When a line of the entries below contains "body", it counts once; state how many such lines there are and nothing else.

(Stored data begins)

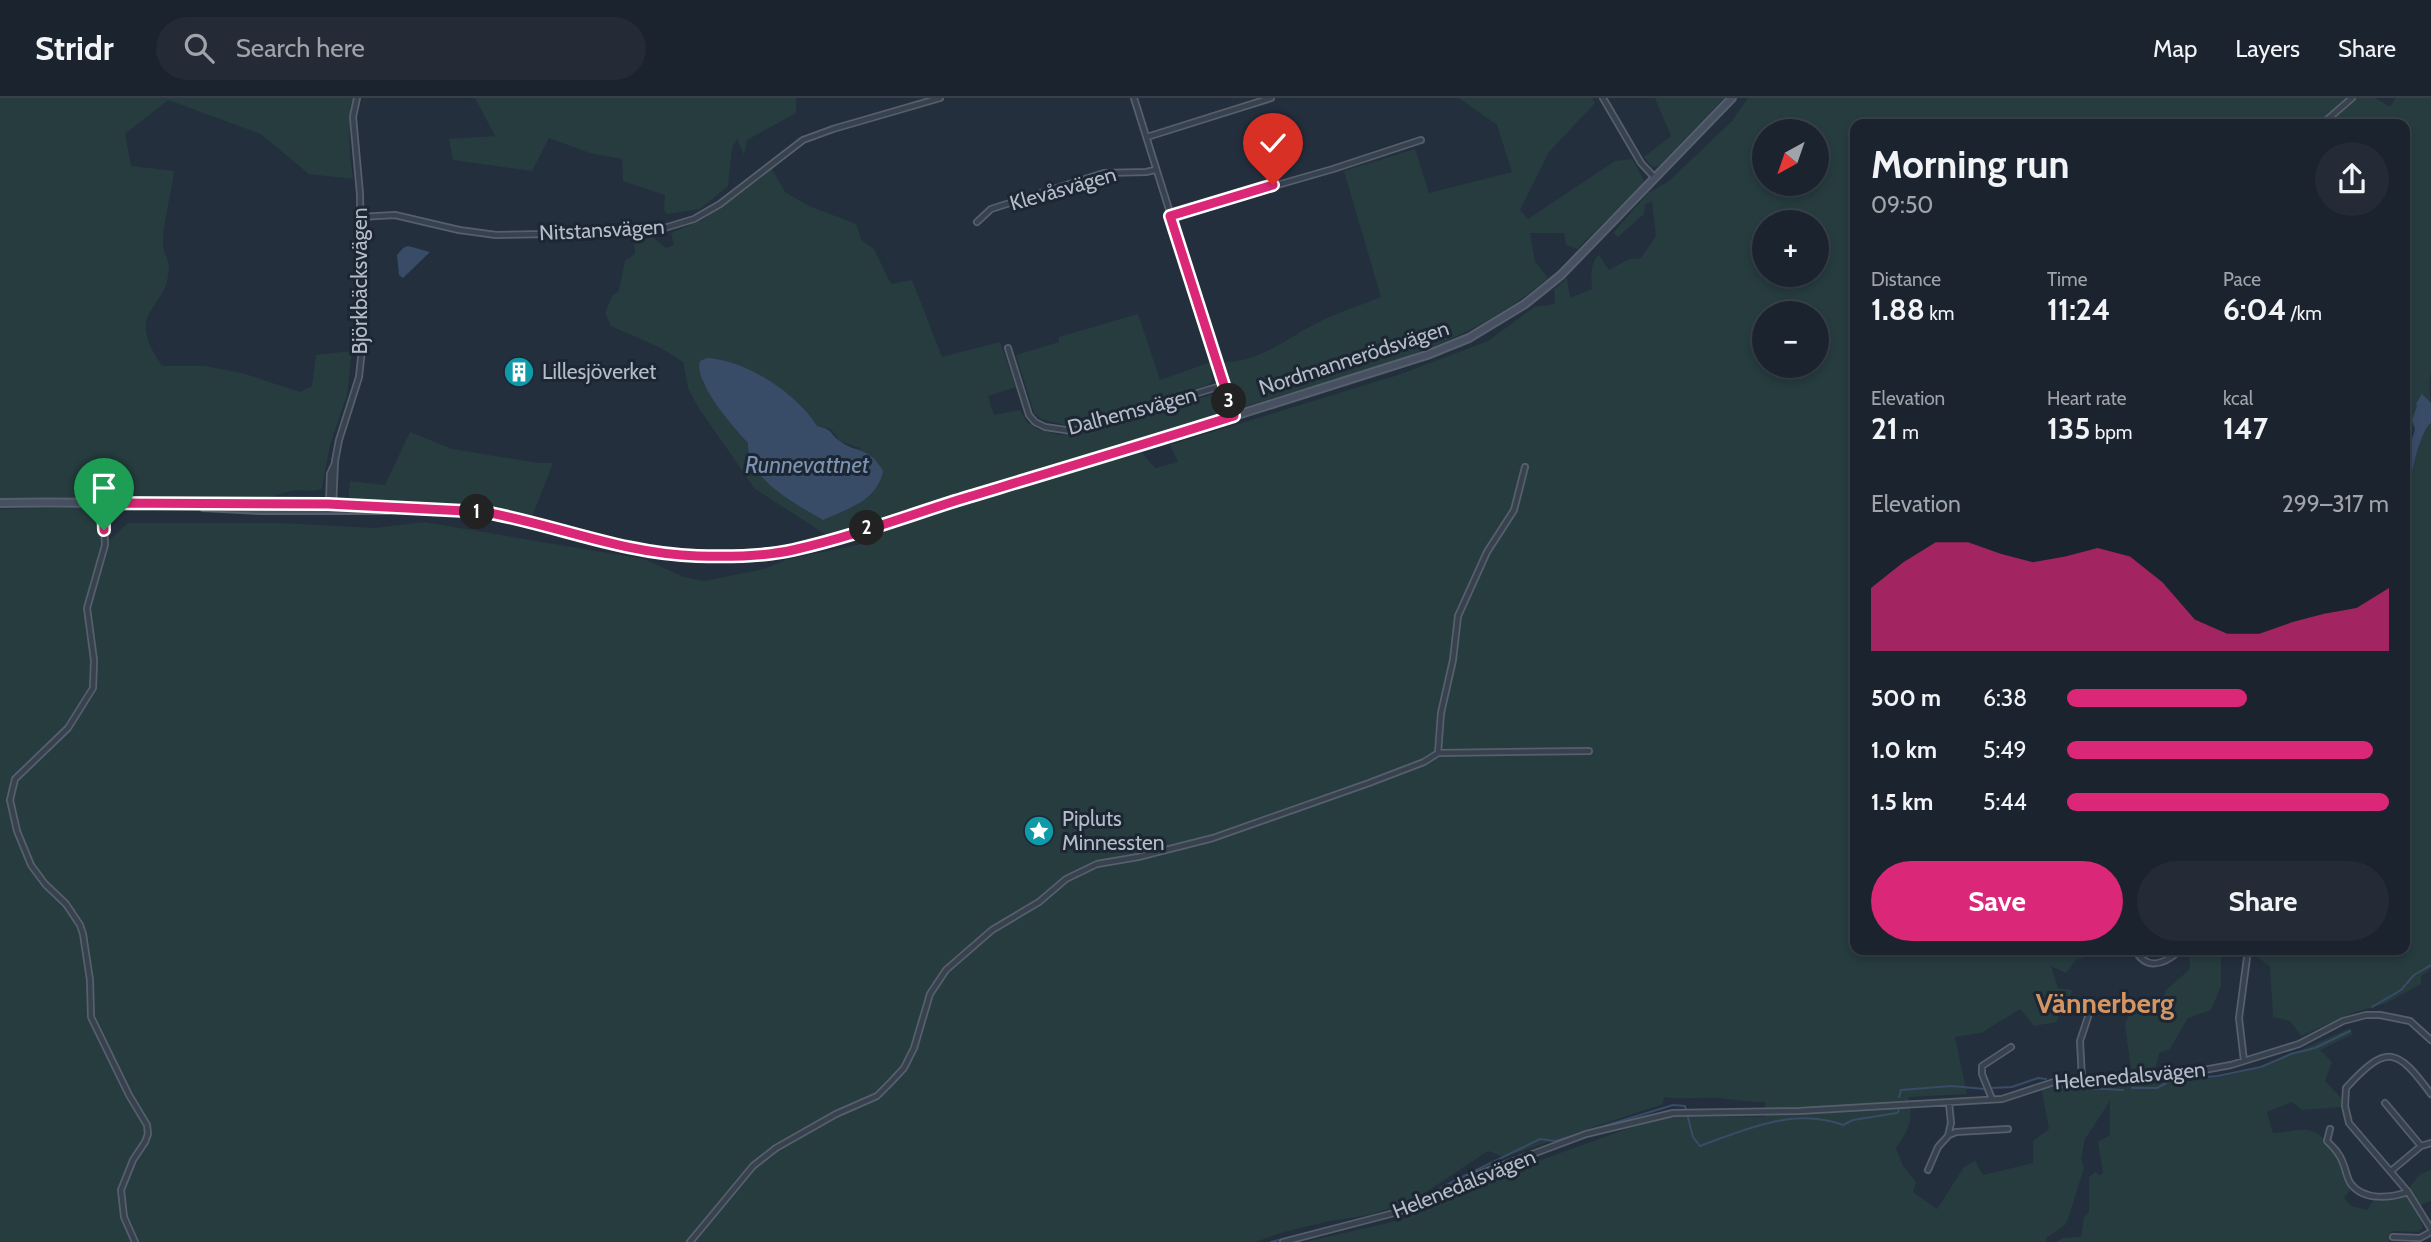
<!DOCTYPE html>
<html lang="en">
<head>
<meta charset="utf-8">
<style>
  :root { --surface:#1b232e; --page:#242b36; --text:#f1f3f6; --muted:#a0a4aa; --line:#39404a; --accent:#db2777 }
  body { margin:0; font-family:Cabin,sans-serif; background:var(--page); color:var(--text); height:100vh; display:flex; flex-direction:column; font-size:26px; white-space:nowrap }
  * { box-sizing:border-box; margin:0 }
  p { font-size:23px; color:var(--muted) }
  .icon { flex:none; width:38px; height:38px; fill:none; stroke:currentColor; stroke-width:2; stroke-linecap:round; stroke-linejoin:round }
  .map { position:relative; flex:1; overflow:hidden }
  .drawer { position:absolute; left:1850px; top:21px; width:560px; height:836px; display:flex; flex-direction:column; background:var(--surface); border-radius:14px; box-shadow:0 4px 10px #0003,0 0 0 2px var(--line) }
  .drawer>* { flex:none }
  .needle { width:46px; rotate:220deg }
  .tools { position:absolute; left:1752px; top:21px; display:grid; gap:14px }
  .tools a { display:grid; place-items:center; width:77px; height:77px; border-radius:50%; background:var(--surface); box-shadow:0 4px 10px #0003,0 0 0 2px var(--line); font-size:35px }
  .pin { position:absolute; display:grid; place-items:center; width:60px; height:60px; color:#fff; margin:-72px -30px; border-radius:50% 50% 50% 0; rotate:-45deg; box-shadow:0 0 7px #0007 }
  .pin .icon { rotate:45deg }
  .km { position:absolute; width:35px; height:35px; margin:-18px; border-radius:50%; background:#222; color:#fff; font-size:19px; line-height:35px; text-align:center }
  .round { display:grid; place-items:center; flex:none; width:74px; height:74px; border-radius:37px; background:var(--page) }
  .headline { display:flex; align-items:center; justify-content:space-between; height:119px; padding:0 21px }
  h1 { font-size:38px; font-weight:800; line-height:52px }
  .metrics { display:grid; grid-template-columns:repeat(3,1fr); gap:10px; height:119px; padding:7px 21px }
  .metrics div { display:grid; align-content:center }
  .metrics b { font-size:30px; font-weight:800 }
  .metrics small { font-size:19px; font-weight:400 }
  .metrics p { font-size:19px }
  .chart { height:196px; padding:14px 21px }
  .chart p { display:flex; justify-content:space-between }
  .chart svg { width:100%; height:126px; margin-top:7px; fill:var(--accent); opacity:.7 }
  .primary-button { display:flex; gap:14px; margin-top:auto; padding:14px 21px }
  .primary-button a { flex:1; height:80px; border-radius:42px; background:var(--accent); color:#fff; font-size:28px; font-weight:800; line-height:80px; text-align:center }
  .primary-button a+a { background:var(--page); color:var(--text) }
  ul { padding:0 21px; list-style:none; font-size:23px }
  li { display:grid; grid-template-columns:112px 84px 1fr; align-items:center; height:52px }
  li i { height:18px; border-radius:9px; background:var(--accent) }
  header { display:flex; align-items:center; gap:42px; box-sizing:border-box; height:98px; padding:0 35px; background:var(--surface); border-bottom:2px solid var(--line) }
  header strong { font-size:33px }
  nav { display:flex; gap:38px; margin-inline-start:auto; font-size:24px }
  .search { width:490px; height:63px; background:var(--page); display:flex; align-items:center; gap:18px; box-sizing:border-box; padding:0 24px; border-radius:38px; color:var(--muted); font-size:26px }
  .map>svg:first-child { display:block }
</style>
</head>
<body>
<header>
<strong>Stridr</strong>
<div class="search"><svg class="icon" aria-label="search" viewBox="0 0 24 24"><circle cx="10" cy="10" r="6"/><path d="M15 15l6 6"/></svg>Search here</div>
<nav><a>Map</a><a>Layers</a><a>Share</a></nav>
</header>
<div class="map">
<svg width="2431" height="1144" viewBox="0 0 2431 1144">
  <rect width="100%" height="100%" fill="#242f3e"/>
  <path fill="#263c3f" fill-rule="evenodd" d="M0,0H355C347,30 349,50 353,81L309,76L261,36L168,2L125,36L131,68L174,73C171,97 163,124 163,148C164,155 169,162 169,169C168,214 122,210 162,268H205L242,275L300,294L312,288L316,257L352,253L347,297L330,347L322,391C310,395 298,390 287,394C279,396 273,399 264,400H0Z
    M475,0H796V15L747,42L744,57L737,41L732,50L728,88L700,111L667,116L664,112L665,97L623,83L622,61L590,55L549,40L532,73L453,62L449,41L495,38Z
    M1459,0H1592L1595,5L1549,54L1520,112L1528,121L1615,63L1632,61L1645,84L1577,151L1566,147L1564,135H1530L1535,164L1548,180C1463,254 1348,277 1243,309L1235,303L1221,264C1258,265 1284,242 1315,226C1336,215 1359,208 1381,199L1344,73L1415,51L1429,95L1512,74L1497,27Z
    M1655,0H1724L1659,68L1652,69L1644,59L1671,38Z
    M1748,0H2375L2390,9L2396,0H2431V273L2429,288L2431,305L2418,307C2411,327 2413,344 2405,364L2404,26H1855V852H2098L2099,854L2076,862L2066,875L2051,868L2058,890L2073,892L2056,924L2034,928L2020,911L1981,935L1955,939L1967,996L1908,999C1915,1020 1908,1033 1896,1050L1903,1068L1916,1084L1913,1094L1937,1111L1964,1069L1975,1063L1983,1077L2033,1065V1043L2049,1031L2041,989L2139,986L2222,979L2261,970L2350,930L2353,936L2320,952L2332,964L2325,983L2341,1000V1009L2302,1012L2292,1004L2267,1014L2273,1035C2284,1035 2296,1031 2307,1032C2331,1035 2343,1072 2350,1092L2344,1100L2351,1108L2367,1112L2374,1102C2386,1103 2401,1102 2411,1094L2409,1090L2420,1076L2431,1072V1103L2415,1109L2423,1130L2418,1134L2393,1133L2390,1135L2389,1144H2056L2063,1140L2081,1139L2084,1119L2089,1114V1079L2095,1074L2100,1077L2103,1075L2098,1044L2110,1037V1003L2085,1041L2081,1060L2084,1070L2068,1121L2065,1127L2046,1140L2047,1144H1305L1396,1123L1436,1107L1474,1086L1646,1024L1683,1017L1765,1019V1004C1749,1004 1735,1002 1720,1000C1702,999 1683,1002 1664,999L1663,1006L1504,1059L1488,1053L1426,1094L1400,1107L1369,1117L1330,1123L1284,1134L1255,1144H0V411L93,409L103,448L128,425H281L375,430L424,424L644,461L684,479L704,483L764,471L788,461L858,447L879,434L1139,351L1155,370L1178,364L1170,347L1398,277L1488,243L1534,209L1555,206L1554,191L1567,180L1570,200L1592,191C1591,180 1590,164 1599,157L1609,172L1629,161L1641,160L1656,138L1652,103L1645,107L1644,116L1618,139L1613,135L1648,95L1669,83L1732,23ZM1764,33H1816V86H1764ZM1764,124H1816V177H1764ZM1764,215H1816V268H1764Z
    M772,71L785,94L809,108L856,126L862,143L874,151L891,186L912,182L942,259L1000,244L1016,289L988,298L994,317L1020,312L1027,324L1037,331L1060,337L1073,336L1211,297L1221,301L1219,315L1170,332L859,428L825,436L755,391L698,309L688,290L683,264L659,249L611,228L605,215L612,198L619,193L625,163L635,156L634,144L653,139L666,150L674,147L671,135L702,122ZM715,260C752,270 797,295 817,328L831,331L840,343L862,351L748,345L702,284Z
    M1138,216L1160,282L1211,264L1212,283L1208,287L1068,328L1041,321L1034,315L1016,257L1059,244V239Z
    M2431,325V871L2421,878V886L2386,905L2352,915L2301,938L2290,923L2273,919L2270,868L2257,859L2261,852H2404L2405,410C2408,393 2418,334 2431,325Z
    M410,334L452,351L538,365H553L532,419C471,408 410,405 348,403L350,383L385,387Z
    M2202,852H2243L2242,857L2221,859V888L2211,912L2188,920L2170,951L2159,955L2155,973L2131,972L2125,926L2128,919V908L2136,906L2147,914L2160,915L2166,892L2190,871L2189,857Z"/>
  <path fill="#394c67" d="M408,148L430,154L403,180L399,177L397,157L403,150Z
    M707,260C744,261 798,296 817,328C835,332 828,335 840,343C857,356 869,348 883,373C877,403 849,410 823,422C796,406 746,381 748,345C734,330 693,284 700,263Z
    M2422,296L2431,305V325C2418,334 2408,393 2405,410V364L2415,331L2412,322L2417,308L2416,306Z"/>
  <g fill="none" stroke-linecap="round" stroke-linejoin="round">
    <path stroke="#394c67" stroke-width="2" d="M2372,909L2401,892L2414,877L2431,867
      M2058,987L2067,992L2086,990L2123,992
      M1991,990L2012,989L2038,980L2046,981
      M2132,990H2157L2172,982L2218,978L2261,969L2291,956L2315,950L2350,933
      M1899,999L1901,992L1951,988L1985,991
      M1383,1116L1414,1105L1456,1082L1540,1041L1555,1043L1673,1007L1685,1008L1693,1039L1700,1048C1747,1031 1794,1009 1843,1027L1853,1022L1897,1015L1899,1012
      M1271,1144L1361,1121"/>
    <g stroke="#565f6c" stroke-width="8">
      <path id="minor" d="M1134,0L1234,318
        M1603,0L1641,65L1655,80
        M2322,26L2352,0
        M1147,39L1271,0
        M1170,118L1333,71L1421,42
        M359,119L395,117L459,132L496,137L651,134L694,121L720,106L803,42L833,31L940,0
        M977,124L991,111L1104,75L1146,74L1155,72
        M1008,250L1029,317L1035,324L1045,329L1072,333L1224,287
        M103,405L105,447L87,510L94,562L93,590L68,630L15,681L10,702L17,733L31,767L45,786L66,806L80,827L83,836L90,882L91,919L129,997L147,1027L148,1036L145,1044L133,1062L121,1092L124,1119L135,1144
        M329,407L330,376L334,367
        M333,407L335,363L339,342L359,279L362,251L360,96L353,19L357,0
        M1438,655L1441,615L1453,562L1458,518L1487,454L1514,412L1525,369
        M2135,852C2146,872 2163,867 2178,854
        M2244,963L2239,920L2248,852
        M2082,981L2080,943L2088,919
        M2431,996C2397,950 2387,945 2346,990L2345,1008L2349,1025L2408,1094L2431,1131
        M1992,1001L1982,976V968L2011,949
        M2385,1005L2421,1048
        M2330,1031L2327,1043C2334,1050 2340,1056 2343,1065C2346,1072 2347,1081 2351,1086C2364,1103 2390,1100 2408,1094
        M1949,1037L1956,1034L2008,1031
        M1928,1072L1938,1049L1948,1038L1951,1025L1949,1005
        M2391,1073L2421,1048L2431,1045
        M2393,1139L2420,1140L2431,1134
        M690,1144L753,1068L776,1050L836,1016L877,998L891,984L904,970L914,950L930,896L946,872L992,832L1039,804L1066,781L1097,766L1138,759L1213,740L1369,685L1424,664L1438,655L1589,653
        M1283,1144L1398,1114L1435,1099L1474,1078L1586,1036L1673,1015L1799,1013L2002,1001L2054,984L2193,974L2231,967L2299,946L2343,923L2366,917H2380L2410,923L2431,942"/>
    </g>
    <g stroke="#565f6c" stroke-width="10">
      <path id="secondary" d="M0,405C58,403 117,406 176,405C278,405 382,404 484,414C530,419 573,438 618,448C676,460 734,461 792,452L1171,338L1427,257L1469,240L1525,206L1561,177L1732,0
        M203,409L260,412H388"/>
    </g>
    <use href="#minor" stroke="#38414e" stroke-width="4.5"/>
    <use href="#secondary" stroke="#465061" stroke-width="6"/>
  </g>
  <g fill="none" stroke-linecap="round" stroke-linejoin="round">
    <g stroke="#fff" stroke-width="14">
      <path id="route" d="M104,432L103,405L328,406L485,414C556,427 624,456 697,458C729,459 762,459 793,452C847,440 902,420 955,403C1048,375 1142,347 1234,318L1170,118L1273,87"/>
    </g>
    <use href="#route" stroke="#db2777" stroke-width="9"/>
  </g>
  <defs>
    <g id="building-disc" transform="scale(1.575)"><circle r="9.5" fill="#0f9aa8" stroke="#1d2633"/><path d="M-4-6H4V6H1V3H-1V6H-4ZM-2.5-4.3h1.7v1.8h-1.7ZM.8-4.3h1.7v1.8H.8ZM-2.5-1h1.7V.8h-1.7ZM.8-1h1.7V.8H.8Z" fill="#fff"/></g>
    <g id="sight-disc" transform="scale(1.575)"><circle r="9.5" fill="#0f9aa8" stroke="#1d2633"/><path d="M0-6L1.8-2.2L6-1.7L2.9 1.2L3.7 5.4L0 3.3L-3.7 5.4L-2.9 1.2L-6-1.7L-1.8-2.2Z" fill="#fff"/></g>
  </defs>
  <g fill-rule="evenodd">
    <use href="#building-disc" x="519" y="274"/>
    <use href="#sight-disc" x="1039" y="733"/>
  </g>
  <g text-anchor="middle" stroke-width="6" stroke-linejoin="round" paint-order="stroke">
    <g font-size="21" fill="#b4bcc9" stroke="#1d2633">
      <text transform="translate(1063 91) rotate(-16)" y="7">Klevåsvägen</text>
      <text transform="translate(602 132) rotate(-3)" y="7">Nitstansvägen</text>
      <text transform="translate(360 183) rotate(-90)" y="7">Björkbäcksvägen</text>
      <text transform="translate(1354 260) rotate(-18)" y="7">Nordmannerödsvägen</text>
      <text transform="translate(1132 313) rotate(-15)" y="7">Dalhemsvägen</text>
      <text transform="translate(2130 978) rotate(-5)" y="7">Helenedalsvägen</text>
      <text transform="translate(1464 1086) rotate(-22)" y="7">Helenedalsvägen</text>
    </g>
    <g font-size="21" fill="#b4bcc9" stroke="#1d2633" text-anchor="start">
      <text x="542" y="281">Lillesjöverket</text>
      <text x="1062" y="728">Pipluts<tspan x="1062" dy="24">Minnessten</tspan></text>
    </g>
    <g font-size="23" font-style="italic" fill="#7c92b1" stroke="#1d2633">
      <text x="807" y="375">Runnevattnet</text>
    </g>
    <g font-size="28" font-weight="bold" fill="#d59563" stroke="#1d2633">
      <text x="2105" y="915">Vännerberg</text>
    </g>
  </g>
</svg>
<div class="tools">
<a><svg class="needle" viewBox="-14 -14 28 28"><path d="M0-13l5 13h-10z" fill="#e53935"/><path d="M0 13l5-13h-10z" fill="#a0a4aa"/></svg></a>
<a>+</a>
<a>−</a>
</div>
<div class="pin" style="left:104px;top:432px;background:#1e9e55"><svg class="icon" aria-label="arrive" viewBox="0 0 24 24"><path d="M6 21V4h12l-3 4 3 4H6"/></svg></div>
<div class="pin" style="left:1273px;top:87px;background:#d93025"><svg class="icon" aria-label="check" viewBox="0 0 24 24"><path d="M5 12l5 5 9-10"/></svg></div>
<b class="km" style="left:477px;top:414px">1</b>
<b class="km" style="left:867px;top:430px">2</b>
<b class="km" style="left:1229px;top:303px">3</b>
<section class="drawer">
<div class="headline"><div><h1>Morning run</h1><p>09:50</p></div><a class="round"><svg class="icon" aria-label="share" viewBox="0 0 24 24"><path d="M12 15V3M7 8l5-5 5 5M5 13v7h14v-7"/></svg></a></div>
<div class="metrics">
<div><p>Distance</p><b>1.88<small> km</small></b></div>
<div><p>Time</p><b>11:24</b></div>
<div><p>Pace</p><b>6:04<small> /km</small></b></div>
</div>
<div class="metrics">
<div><p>Elevation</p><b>21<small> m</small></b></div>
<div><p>Heart rate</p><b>135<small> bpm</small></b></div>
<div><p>kcal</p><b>147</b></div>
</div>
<div class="chart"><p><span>Elevation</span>299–317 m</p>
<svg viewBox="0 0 160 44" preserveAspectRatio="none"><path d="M0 44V22L10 13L20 6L30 6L40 10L50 13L60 11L70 8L80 11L90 20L100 33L110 38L120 38L130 34L140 31L150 29L160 22V44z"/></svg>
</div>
<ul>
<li><b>500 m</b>6:38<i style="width:56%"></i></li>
<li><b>1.0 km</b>5:49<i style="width:95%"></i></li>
<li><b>1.5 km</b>5:44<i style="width:100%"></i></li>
</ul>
<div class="primary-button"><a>Save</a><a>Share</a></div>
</section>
</div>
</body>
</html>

(Stored data ends)

Answer section: 3